WHAT IS REQUIRED: Every line with the string "align" in it belongs in your answer, so copy them all from the data.

******

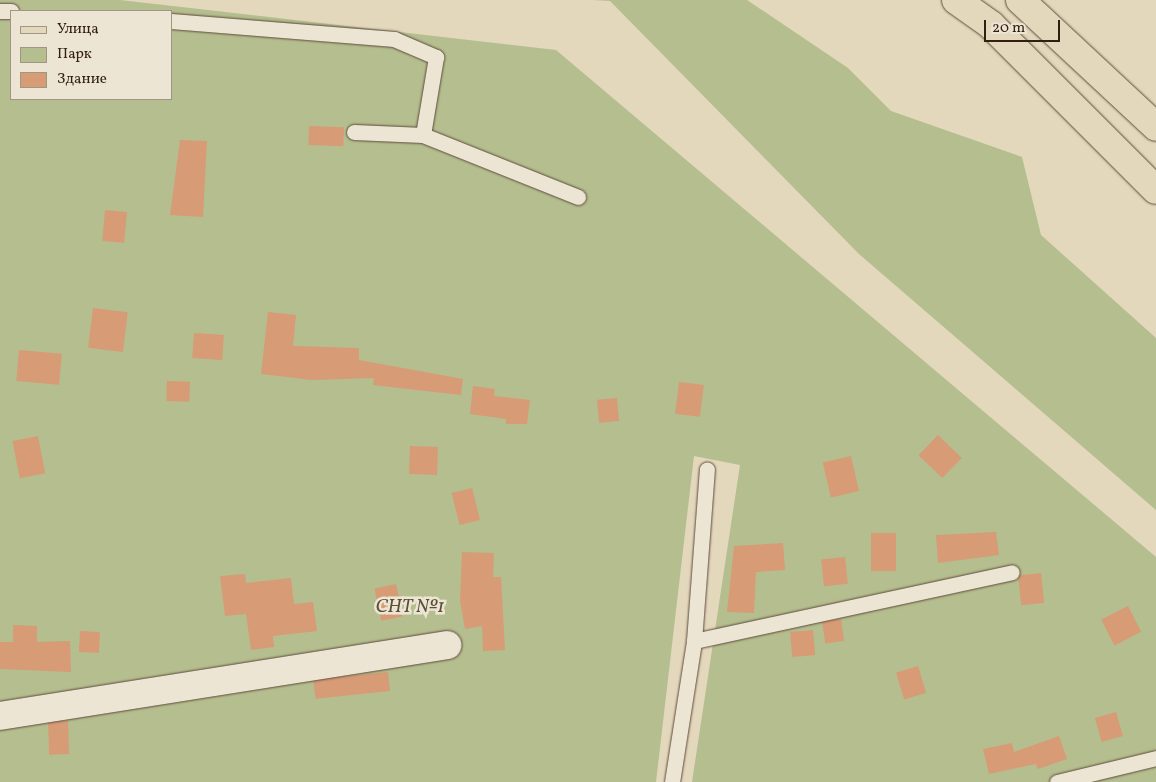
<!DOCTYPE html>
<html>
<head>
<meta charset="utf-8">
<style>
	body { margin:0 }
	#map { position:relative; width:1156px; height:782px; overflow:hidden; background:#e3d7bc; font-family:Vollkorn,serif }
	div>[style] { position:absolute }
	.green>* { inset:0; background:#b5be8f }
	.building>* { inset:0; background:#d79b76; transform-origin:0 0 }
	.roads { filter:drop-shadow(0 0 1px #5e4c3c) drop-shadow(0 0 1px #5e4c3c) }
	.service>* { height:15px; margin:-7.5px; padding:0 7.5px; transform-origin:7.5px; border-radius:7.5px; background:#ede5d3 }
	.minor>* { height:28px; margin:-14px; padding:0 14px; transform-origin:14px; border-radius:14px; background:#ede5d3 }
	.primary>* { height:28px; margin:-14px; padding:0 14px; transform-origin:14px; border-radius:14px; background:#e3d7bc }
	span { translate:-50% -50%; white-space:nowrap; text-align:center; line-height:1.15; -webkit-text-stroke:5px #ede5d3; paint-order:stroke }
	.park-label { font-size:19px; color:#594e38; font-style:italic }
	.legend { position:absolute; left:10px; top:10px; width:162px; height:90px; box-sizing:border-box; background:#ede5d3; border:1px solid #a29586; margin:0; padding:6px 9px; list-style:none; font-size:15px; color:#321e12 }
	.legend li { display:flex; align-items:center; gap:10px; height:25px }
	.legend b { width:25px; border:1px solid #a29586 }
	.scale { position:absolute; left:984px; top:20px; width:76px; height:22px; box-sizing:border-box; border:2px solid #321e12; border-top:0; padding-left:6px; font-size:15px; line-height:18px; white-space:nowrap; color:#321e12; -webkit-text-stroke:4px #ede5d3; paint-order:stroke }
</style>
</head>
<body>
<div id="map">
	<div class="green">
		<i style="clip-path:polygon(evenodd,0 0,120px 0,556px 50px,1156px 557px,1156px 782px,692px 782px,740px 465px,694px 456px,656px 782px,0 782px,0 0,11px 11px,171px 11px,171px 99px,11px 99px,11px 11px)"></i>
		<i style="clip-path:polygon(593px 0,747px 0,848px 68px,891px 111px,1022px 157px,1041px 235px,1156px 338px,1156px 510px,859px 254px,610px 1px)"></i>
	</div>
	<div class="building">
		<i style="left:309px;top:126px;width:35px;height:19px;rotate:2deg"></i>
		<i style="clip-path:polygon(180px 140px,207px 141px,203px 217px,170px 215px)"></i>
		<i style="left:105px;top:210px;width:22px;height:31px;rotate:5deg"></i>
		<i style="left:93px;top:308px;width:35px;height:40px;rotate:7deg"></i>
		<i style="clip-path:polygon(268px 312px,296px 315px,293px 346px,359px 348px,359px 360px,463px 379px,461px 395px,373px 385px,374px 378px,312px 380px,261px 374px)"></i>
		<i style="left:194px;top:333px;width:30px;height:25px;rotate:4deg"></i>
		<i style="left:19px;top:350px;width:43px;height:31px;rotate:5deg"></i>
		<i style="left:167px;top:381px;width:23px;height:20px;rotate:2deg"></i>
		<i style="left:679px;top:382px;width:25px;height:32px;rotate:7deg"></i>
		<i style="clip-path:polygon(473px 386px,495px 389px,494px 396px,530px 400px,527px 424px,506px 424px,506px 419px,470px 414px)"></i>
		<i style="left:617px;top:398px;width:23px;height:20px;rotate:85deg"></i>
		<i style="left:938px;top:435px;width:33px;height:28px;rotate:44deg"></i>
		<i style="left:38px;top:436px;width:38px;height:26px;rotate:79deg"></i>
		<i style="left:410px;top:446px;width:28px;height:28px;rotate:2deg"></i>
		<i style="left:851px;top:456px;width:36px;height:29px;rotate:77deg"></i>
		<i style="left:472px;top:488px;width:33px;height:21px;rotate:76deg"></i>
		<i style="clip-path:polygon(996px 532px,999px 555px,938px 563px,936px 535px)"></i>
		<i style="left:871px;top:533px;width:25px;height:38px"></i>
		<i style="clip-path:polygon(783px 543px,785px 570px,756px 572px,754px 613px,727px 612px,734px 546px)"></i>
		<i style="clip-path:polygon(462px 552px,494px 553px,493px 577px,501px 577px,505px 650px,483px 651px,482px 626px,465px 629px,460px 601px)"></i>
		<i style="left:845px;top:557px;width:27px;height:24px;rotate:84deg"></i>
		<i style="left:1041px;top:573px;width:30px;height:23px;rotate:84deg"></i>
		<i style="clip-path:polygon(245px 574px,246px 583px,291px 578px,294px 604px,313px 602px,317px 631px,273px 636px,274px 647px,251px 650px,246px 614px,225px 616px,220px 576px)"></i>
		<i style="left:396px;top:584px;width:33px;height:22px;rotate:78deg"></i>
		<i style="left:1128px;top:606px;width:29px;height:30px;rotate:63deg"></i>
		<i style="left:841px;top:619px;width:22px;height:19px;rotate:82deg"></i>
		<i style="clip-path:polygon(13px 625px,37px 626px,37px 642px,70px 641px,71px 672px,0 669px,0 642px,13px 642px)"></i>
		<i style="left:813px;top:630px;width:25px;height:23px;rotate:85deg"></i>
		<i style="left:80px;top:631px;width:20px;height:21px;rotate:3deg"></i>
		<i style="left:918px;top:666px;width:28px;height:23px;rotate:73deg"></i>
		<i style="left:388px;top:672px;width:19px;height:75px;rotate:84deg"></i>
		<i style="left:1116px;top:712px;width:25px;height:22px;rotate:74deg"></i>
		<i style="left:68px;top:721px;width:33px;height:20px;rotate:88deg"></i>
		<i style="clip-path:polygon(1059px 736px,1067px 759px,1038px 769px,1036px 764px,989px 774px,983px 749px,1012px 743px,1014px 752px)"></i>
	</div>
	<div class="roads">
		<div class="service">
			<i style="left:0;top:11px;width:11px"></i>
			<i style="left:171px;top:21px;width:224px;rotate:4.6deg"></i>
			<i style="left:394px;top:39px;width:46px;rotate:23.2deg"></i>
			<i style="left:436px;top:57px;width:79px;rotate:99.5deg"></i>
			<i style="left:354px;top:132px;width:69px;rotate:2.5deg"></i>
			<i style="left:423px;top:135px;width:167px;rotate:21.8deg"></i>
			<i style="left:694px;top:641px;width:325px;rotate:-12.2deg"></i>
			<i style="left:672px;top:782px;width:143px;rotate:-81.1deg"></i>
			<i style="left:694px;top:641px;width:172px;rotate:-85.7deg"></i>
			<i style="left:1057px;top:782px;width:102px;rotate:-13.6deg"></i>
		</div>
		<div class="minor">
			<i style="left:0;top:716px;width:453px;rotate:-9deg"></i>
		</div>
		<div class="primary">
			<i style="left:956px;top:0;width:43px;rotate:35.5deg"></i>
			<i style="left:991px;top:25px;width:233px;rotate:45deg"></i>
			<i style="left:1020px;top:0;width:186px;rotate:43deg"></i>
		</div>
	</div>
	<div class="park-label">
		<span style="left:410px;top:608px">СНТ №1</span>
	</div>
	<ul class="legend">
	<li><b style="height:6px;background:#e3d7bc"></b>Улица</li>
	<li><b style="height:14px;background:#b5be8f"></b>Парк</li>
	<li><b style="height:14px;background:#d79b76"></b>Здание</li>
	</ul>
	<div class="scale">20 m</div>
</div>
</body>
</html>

******

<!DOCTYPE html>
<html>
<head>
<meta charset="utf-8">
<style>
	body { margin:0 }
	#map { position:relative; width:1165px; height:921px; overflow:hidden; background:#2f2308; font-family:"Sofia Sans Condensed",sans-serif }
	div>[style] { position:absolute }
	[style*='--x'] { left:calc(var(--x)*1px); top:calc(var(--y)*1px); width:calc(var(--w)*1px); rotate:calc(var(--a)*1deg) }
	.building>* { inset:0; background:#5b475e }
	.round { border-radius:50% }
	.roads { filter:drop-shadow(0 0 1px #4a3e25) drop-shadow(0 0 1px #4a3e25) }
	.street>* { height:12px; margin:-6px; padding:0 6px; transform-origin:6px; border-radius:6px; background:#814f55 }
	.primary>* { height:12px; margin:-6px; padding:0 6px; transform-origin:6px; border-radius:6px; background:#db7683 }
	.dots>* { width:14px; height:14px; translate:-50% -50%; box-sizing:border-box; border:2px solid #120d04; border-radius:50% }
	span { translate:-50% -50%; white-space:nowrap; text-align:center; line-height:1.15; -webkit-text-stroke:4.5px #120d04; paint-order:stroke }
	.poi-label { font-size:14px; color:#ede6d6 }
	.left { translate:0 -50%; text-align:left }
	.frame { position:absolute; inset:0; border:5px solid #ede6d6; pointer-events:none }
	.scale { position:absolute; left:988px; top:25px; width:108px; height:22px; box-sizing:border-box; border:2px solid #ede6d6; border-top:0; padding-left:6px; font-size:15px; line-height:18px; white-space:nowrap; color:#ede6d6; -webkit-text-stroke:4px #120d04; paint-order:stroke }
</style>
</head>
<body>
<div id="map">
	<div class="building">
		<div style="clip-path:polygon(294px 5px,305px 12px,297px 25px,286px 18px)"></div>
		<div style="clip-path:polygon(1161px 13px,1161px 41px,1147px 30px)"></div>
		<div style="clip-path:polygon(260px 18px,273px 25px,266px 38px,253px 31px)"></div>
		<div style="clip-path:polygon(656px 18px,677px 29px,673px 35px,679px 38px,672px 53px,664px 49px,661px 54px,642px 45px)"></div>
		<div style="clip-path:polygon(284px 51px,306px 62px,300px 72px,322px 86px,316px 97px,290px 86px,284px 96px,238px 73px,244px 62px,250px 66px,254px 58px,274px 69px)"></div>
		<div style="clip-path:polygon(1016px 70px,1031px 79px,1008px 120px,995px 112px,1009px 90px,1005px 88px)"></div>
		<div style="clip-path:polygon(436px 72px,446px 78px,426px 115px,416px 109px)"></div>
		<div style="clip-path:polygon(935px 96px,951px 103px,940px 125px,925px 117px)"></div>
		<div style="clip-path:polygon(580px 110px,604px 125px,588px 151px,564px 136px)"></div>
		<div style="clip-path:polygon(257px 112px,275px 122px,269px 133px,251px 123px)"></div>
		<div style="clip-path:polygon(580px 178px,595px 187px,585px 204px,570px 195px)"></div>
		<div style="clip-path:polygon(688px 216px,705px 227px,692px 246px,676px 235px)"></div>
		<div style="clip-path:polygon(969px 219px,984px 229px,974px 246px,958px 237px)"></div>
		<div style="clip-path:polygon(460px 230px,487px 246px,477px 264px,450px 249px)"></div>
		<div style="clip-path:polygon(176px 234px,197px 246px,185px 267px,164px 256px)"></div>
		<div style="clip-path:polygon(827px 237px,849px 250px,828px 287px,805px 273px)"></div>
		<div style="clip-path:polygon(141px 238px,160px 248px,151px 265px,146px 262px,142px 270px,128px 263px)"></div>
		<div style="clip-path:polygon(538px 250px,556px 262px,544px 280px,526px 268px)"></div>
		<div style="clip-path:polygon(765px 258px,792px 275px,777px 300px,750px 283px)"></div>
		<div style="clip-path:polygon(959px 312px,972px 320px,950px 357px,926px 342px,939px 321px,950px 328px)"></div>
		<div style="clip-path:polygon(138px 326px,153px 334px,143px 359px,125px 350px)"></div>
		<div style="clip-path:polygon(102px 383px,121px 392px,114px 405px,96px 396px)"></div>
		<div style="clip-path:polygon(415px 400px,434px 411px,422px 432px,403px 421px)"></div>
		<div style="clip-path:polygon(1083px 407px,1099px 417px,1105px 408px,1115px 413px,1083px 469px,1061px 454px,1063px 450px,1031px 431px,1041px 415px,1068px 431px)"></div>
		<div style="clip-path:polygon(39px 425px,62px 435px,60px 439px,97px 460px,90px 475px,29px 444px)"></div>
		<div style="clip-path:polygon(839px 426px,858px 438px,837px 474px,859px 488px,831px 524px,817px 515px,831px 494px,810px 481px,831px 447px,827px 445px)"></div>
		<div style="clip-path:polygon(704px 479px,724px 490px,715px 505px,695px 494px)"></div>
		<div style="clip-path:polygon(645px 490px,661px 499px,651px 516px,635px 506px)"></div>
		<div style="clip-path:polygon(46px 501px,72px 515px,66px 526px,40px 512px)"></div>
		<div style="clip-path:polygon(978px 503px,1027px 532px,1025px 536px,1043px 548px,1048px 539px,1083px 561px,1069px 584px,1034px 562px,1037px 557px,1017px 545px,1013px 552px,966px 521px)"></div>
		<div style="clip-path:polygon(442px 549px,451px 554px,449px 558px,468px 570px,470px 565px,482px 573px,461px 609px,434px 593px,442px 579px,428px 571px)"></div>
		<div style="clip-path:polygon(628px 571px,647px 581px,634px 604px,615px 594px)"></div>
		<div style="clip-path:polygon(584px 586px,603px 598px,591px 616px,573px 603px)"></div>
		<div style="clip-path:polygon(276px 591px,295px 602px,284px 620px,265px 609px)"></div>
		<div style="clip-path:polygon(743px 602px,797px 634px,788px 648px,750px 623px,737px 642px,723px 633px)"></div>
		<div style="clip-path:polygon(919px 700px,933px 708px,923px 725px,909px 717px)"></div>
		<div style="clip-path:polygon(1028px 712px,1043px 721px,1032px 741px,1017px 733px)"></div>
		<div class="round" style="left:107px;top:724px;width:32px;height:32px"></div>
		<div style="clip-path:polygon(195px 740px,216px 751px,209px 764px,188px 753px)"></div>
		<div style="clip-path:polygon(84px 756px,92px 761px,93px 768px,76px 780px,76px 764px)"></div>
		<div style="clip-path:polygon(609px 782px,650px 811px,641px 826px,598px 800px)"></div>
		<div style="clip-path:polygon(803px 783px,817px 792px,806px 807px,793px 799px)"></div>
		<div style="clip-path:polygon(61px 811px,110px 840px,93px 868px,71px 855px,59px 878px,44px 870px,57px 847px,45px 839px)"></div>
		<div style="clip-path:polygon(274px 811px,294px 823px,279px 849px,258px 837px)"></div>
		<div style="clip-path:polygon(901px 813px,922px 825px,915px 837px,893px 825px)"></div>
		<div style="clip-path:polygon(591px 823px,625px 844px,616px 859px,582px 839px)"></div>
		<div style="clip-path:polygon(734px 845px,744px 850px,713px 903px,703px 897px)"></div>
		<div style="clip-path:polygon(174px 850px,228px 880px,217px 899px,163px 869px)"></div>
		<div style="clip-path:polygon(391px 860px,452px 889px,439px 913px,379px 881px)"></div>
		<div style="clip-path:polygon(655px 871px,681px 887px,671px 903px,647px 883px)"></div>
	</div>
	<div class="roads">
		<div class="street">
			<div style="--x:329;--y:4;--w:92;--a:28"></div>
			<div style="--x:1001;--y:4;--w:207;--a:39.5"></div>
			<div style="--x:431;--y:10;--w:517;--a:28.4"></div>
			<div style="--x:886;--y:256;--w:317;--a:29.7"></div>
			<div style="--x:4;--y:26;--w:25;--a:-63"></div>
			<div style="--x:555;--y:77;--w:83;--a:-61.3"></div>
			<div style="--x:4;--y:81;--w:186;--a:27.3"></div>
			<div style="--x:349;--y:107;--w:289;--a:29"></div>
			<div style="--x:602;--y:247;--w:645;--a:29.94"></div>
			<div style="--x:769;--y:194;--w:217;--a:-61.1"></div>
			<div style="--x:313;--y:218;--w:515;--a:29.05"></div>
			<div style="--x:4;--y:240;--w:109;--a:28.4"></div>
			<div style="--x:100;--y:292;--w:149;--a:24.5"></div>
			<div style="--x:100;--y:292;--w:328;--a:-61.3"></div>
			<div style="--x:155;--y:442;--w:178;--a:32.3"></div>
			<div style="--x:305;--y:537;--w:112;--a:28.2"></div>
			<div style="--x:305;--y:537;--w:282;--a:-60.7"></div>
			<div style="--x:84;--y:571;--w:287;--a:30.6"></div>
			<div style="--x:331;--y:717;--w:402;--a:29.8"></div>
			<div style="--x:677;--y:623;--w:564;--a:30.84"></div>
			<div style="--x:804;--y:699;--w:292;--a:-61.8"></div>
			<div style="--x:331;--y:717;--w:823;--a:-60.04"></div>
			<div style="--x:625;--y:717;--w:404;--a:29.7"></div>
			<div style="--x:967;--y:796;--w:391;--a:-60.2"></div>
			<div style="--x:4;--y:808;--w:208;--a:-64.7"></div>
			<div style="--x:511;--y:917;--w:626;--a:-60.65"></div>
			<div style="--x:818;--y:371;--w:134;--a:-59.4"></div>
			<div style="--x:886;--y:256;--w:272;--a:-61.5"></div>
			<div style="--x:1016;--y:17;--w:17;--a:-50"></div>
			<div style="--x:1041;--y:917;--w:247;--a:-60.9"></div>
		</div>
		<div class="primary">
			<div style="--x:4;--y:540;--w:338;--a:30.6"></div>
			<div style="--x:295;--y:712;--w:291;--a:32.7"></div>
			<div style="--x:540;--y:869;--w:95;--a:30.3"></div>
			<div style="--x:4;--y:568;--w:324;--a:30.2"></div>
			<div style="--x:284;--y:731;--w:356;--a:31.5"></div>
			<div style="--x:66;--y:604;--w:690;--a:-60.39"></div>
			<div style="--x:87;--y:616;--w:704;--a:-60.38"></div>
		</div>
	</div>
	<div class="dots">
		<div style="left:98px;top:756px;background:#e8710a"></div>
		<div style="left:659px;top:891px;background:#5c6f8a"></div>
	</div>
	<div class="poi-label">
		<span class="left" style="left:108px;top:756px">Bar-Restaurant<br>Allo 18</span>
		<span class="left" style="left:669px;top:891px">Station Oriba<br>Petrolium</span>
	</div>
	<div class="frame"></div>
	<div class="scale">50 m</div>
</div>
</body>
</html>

******

WRITTEN RESPONSE:
	span { translate:-50% -50%; white-space:nowrap; text-align:center; line-height:1.15; -webkit-text-stroke:5px #ede5d3; paint-order:stroke }
	.legend li { display:flex; align-items:center; gap:10px; height:25px }
	span { translate:-50% -50%; white-space:nowrap; text-align:center; line-height:1.15; -webkit-text-stroke:4.5px #120d04; paint-order:stroke }
	.left { translate:0 -50%; text-align:left }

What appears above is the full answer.